February 7th, 2013 9:47 PM

Floyd Corkins Jr. pleaded guilty on Wednesday to wounding a security guard at the Washington headquarters of the Family Research Council, a conservative Christian lobbying group fighting against gay marriage, on August 15 last year. Corkins was carrying 15 Chick-fil-A sandwiches at the time – the restaurant chain noteworthy for its public, Christian-based opposition to gay marriage – and intended to rub the sandwiches in his victims' faces.

The New York Times made do with a brief from Reuters that did not mention a vital angle: That FRC was brought to the attention of Corkins via the website of the left-wing Southern Poverty Law Center, which has labeled FRC a "hate group."

The Washington Post at least mentioned that detail deep inside Ann Marimow's Metro section story Thursday.

Compare how the Times ignored a genuine link of an assassination attempt to a left-wing political website, to how it made a phony connection between conservative politician Sarah Palin's websiste and the schizophrenic assassin Jared Lee Loughner. After Loughner killed six people in his failed attempt to assassinate Arizona Rep. Gabrielle Giffords in Tucson in January 2011, many in the media, including the Times, suggested that an old campaign strategy map on the website of Palin's political action committee may have inspired the killer to act.

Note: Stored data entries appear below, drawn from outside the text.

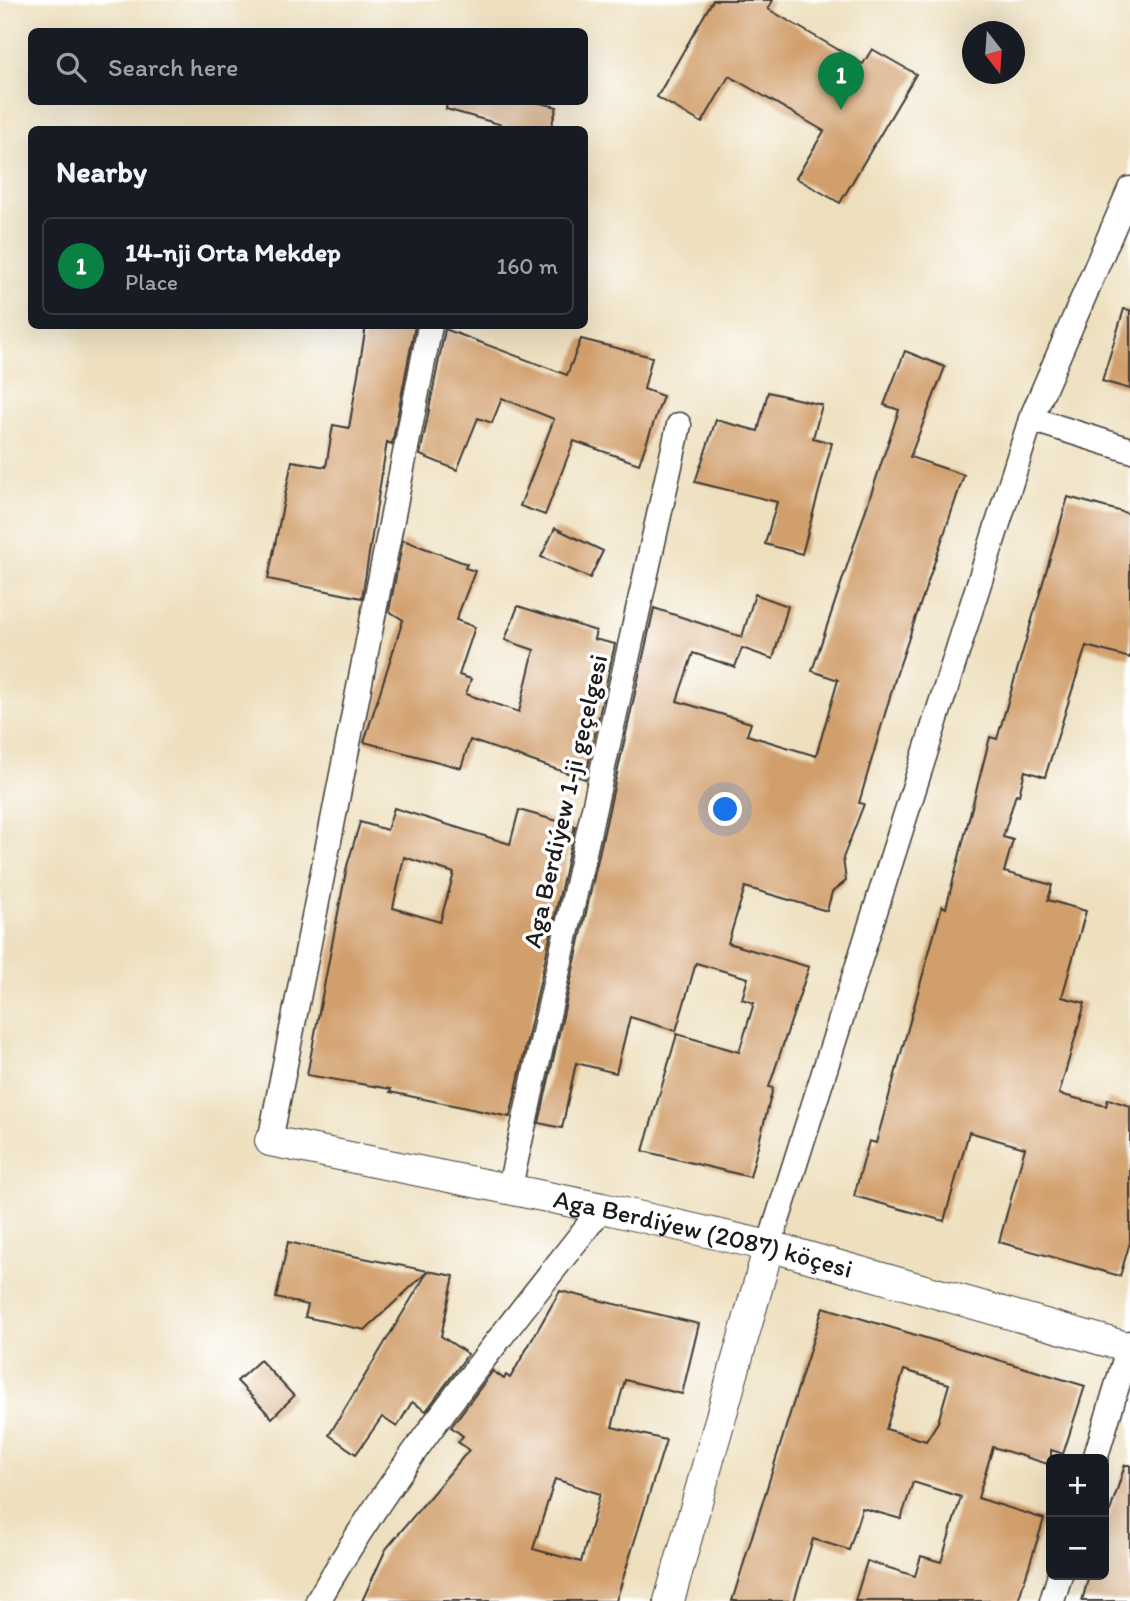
<!DOCTYPE html>
<html lang="en">
<head>
<meta charset="utf-8">
<style>
	:root { --surface:#171b24; --page:#242831; --text:#f1f3f6; --muted:#9ea1a6; --line:#363941; --accent:#0b8043 }
	body { margin:0; font-family:Itim,sans-serif; background:var(--page); color:var(--text) }
	.controls { position:absolute; right:21px; bottom:21px; display:grid; overflow:hidden; border-radius:10px; box-shadow:0 7px 28px #0002 }
	.controls button { width:63px; height:63px; display:grid; place-items:center; padding:0; border:0; border-bottom:2px solid var(--line); background:var(--surface); color:var(--text); font:35px sans-serif }
	.compass { position:absolute; left:962px; top:21px; width:63px; height:63px; border-radius:50%; background:var(--surface); box-shadow:0 7px 28px #0002; rotate:163deg }
	.you { position:absolute; left:726px; top:810px; width:24px; height:24px; margin:-18px; border:5px solid #fff; border-radius:50%; background:#1a73e8; box-shadow:0 0 0 10px #1a73e833 }
	.badge { display:grid; place-items:center; width:46px; height:46px; border-radius:50%; background:var(--accent); color:#fff; font-size:23px; font-weight:700 }
	.pin { position:absolute; translate:-50% -58px; filter:drop-shadow(0 2px 4px #0008) }
	.pin::after { content:''; position:absolute; top:37px; width:24px; height:21px; background:inherit; clip-path:polygon(0 0,100% 0,50% 100%) }
	.list { margin:0; padding:0; list-style:none }
	h2 { display:flex; justify-content:space-between; align-items:center; height:91px; margin:0; padding:0 28px; font-size:30px }
	h2 small { font-size:23px; font-weight:400; color:var(--muted) }
	.list li { display:grid; grid-template-columns:46px 1fr auto; gap:21px; align-items:center; box-sizing:border-box; height:98px; margin:0 14px 14px; padding:0 14px; border:2px solid var(--line); border-radius:10px }
	.list b { display:block; font-size:26px; white-space:nowrap }
	.list p { margin:0; font-size:23px; white-space:nowrap; color:var(--muted) }
	.list em { font-size:23px; font-style:normal; color:var(--muted) }
	.icon { flex:none; width:38px; height:38px; fill:none; stroke:currentColor; stroke-width:2; stroke-linecap:round; stroke-linejoin:round }
	.map { position:relative; flex:none; width:1130px; height:1601px; overflow:hidden }
	.search { position:absolute; background:var(--surface); box-shadow:0 7px 28px #0002; left:28px; top:28px; width:560px; height:77px; display:flex; align-items:center; gap:18px; box-sizing:border-box; padding:0 24px; border-radius:10px; color:var(--muted); font-size:26px }
	.panel { position:absolute; background:var(--surface); box-shadow:0 7px 28px #0002; left:28px; top:126px; width:560px; height:203px; border-radius:10px }
	.map>svg:first-child { display:block }
	.building { fill:#d19f6c; fill-rule:evenodd }
	.lines { fill:none; stroke-linecap:round; stroke-linejoin:round }
	.minor-casing { stroke:#3c3934; stroke-width:27 }
	.tertiary-casing { stroke:#3c3934; stroke-width:32 }
	.minor { stroke:#fff; stroke-width:24 }
	.tertiary { stroke:#fff; stroke-width:30 }
	.labels { text-anchor:middle; dominant-baseline:central; stroke-width:7; stroke-linejoin:round; paint-order:stroke }
	.street-label { font-size:26px; fill:#1c1c1c; stroke:#fff }
</style>
</head>
<body>
<div class="map">
<svg width="1130" height="1601" viewBox="0 0 1130 1601">
	<rect width="100%" height="100%" fill="#fff"/>
	<filter id="ink" filterUnits="userSpaceOnUse"><feTurbulence type="fractalNoise" baseFrequency=".0143" numOctaves="2"/><feDisplacementMap in="SourceGraphic" scale="14" xChannelSelector="R" yChannelSelector="G"/><feConvolveMatrix kernelMatrix="1 2 1 2 8 2 1 2 1" color-interpolation-filters="sRGB"/></filter>
	<filter id="wash" filterUnits="userSpaceOnUse"><feTurbulence type="fractalNoise" baseFrequency=".00686" numOctaves="4" result="noise"/><feDisplacementMap in="SourceGraphic" scale="28" xChannelSelector="R" yChannelSelector="G"/><feGaussianBlur stdDeviation="1.57" result="paint"/><feColorMatrix in="noise" values="0 0 0 0 0 0 0 0 0 0 0 0 0 0 0 0 0 1.4 0 .05"/><feComposite in="paint" operator="in"/></filter>
	<g filter="url(#wash)">
		<rect width="100%" height="100%" fill="#eee0bf"/>
		<g id="blocks">
			<g class="building">
				<polygon points="713,0 773,0 768,9 863,64 872,49 916,74 840,203 796,178 824,131 729,76 702,123 657,97"/>
				<polygon points="447,102 536,102 557,107 550,130 520,130 446,109"/>
				<polygon points="1124,309 1130,310 1130,389 1102,381"/>
				<polygon points="366,326 415,326 392,444 387,442 362,598 268,579 292,461 326,467 333,425 349,428"/>
				<polygon points="445,329 567,375 581,339 652,357 644,389 663,396 639,464 574,441 545,515 520,506 554,419 502,398 492,423 478,418 457,470 420,455"/>
				<polygon points="905,351 945,367 910,457 964,475 896,676 859,803 864,804 843,858 846,881 832,892 827,911 745,887 728,943 809,967 769,1087 773,1088 750,1177 643,1151 677,1034 739,1052 754,1003 742,999 748,978 696,963 676,1031 630,1017 616,1073 576,1063 562,1128 539,1123 654,608 742,637 755,594 788,606 773,659 742,648 735,667 693,653 677,701 751,723 747,735 816,756 838,680 812,671 899,410 884,405"/>
				<polygon points="768,392 822,405 813,438 832,443 802,554 765,544 777,502 695,482 716,420 758,431"/>
				<polygon points="1068,497 1130,514 1130,658 1086,646 1045,777 1025,771 1019,795 1016,794 1003,837 1013,840 1004,872 1052,885 1048,900 1086,911 1062,997 1085,1003 1059,1094 1106,1106 1108,1099 1130,1106 1130,1242 1120,1276 999,1242 1025,1148 969,1132 944,1221 854,1196 869,1141 876,1143 942,906 946,908 990,737 997,739"/>
				<polygon points="555,528 603,551 590,578 541,557"/>
				<polygon points="403,540 467,564 465,568 475,571 456,620 475,627 459,675 471,679 466,694 519,712 534,650 505,640 518,606 596,631 594,639 615,644 585,779 470,740 461,768 364,742 403,620 389,611"/>
				<path d="M394,808l116,36 9,-34 56,16 -65,291 -120,-25 1,-3 -84,-14 40,-209 13,-44 27,8zM404,857l50,16 -14,49 -47,-14z"/>
				<polygon points="288,1242 319,1249 428,1271 365,1330 305,1317 308,1305 276,1298"/>
				<polygon points="428,1271 454,1276 441,1336 468,1354 426,1411 412,1402 397,1427 382,1417 356,1454 329,1435"/>
				<path d="M560,1291l139,33 -17,70 -57,-14 -13,47 54,13 -50,161h-254l24,-52 83,-99 -11,-8 5,-6 -12,-9 42,-56 11,8 2,-4 4,3zM555,1479l45,15 -19,68 -48,-13z"/>
				<path d="M823,1307l262,79 -22,68 -12,-4v15l-58,-18 -15,51 66,21 -26,82h-163l12,-40 48,15 6,-20 20,6 20,-65 -48,-15 -12,37 -39,-11 -13,42 -36,-11 -19,62h-62zM904,1370l45,14 -11,38 -12,19 -40,-12z"/>
				<polygon points="260,1360 294,1396 272,1418 237,1381"/>
				<polygon points="1125,1465 1130,1465 1130,1601 1082,1601 1089,1575 1104,1575 1104,1530"/>
			</g>
		</g>
	</g>
	<g filter="url(#ink)">
		<use href="#blocks" fill-opacity="0" stroke="#3c3934" stroke-width="2"/>
		<g class="lines">
			<defs>
				<g id="minor">
					<polyline points="1031,419 1130,450"/>
					<polyline points="270,1141 430,326"/>
					<polyline points="509,1191 679,425"/>
					<polyline points="769,1246 1031,419 1130,189"/>
					<polyline points="1095,1459 1130,1343"/>
					<path d="M318,1601c80,-141 184,-265 284,-393"/>
					<polyline points="1052,1601 1060,1575"/>
				</g>
				<g id="tertiary">
					<path id="s1" d="M270,1141l332,67 167,38 361,102"/>
					<polyline points="669,1601 769,1246"/>
				</g>
			</defs>
			<use href="#minor" class="minor-casing"/>
			<use href="#tertiary" class="tertiary-casing"/>
			<use href="#minor" class="minor"/>
			<use href="#tertiary" class="tertiary"/>
		</g>
	</g>
	<g class="labels">
		<g class="street-label">
			<text transform="translate(565 801) rotate(-77)">Aga Berdiýew 1-ji geçelgesi</text>
			<text stroke="none"><textPath href="#s1" startOffset="443">Aga Berdiýew (2087) köçesi</textPath></text>
		</g>
	</g>
</svg>
<div class="controls">
<button>+</button>
<button>−</button>
</div>
<svg class="compass" viewBox="-18 -18 36 36"><path d="M0-13l5 13h-10z" fill="#e53935"/><path d="M0 13l5-13h-10z" fill="#9ea1a6"/></svg>
<div class="you"></div>
<div class="pin badge" style="left:841px;top:110px">1</div>
<div class="search"><svg class="icon" aria-label="search" viewBox="0 0 24 24"><circle cx="10" cy="10" r="6"/><path d="M15 15l6 6"/></svg>Search here</div>
<section class="panel">
<h2>Nearby<small></small></h2>
<ul class="list">
<li><span class="badge">1</span><div><b>14-nji Orta Mekdep</b><p>Place</p></div><em>160 m</em></li>
</ul>
</section>
</div>
</body>
</html>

A front-page Times story on Sunday, January 9, 2011 included these accusatory paragraphs.

Ms. Giffords was also among a group of Democratic House candidates featured on the Web site of Sarah Palin's political action committee with cross hairs over their districts, a fact that disturbed Ms. Giffords at the time.

"We're on Sarah Palin's targeted list," Ms. Giffords said last March. "But the thing is the way that she has it depicted has the cross hairs of a gun sight over our district. When people do that, they've got to realize there's consequences to that."

The image is no longer on the Web site, and Ms. Palin posted a statement saying "my sincere condolences are offered to the family of Representative Gabrielle Giffords and the other victims of today's tragic shooting in Arizona. On behalf of Todd and my family, we all pray for the victims and their families, and for peace and justice." (Late Saturday, the map was still on Ms. Palin's Facebook page.)

Times media reporter Brian Stelter threw out this bit of red meat on Twitter: "For the record, there has been no mention of Sarah Palin's target map on any cable news channel." He didn't have to wait long.

But the accusations against Palin were completely false. Her online campaign map did not inspire Loughner, a schizophrenic whose web pages were filled with crazed syllogisms and dominated by thoughts of mind control. There was no indication Loughner was aware of Palin's electoral map, and he had been obsessed with Giffords before Palin’s map even existed.

By contrast, attempted assassin Floyd Corkins did discover the Family Research Council on the website of the Southern Poverty Law Center. The Washington Examiner reported that "Corkins told the agents that he identified the FRC as an anti-gay organization on the website for the Southern Poverty Law Center, a civil rights organization." The SPLC even has its own convenient "hate map," which Corkins may have used.


Most galling, the Times even used the SPLC as a source in a strained attempt to link the killer Loughner to the "far right" back on January 10, 2011:

Some people who study right-wing militia groups and those who align themselves with the so-called Patriot movement said Mr. Loughner's comments on subjects like the American currency and the Constitution, which he posted online in various video clips, were strikingly similar in language and tone to the voices of the Internet's more paranoid, extremist corners....The position, for instance, that currency not backed by a gold or silver standard is worthless is a hallmark of the far right and the militia movement, said Mark Potok, who directs research on hate groups for the Southern Poverty Law Center.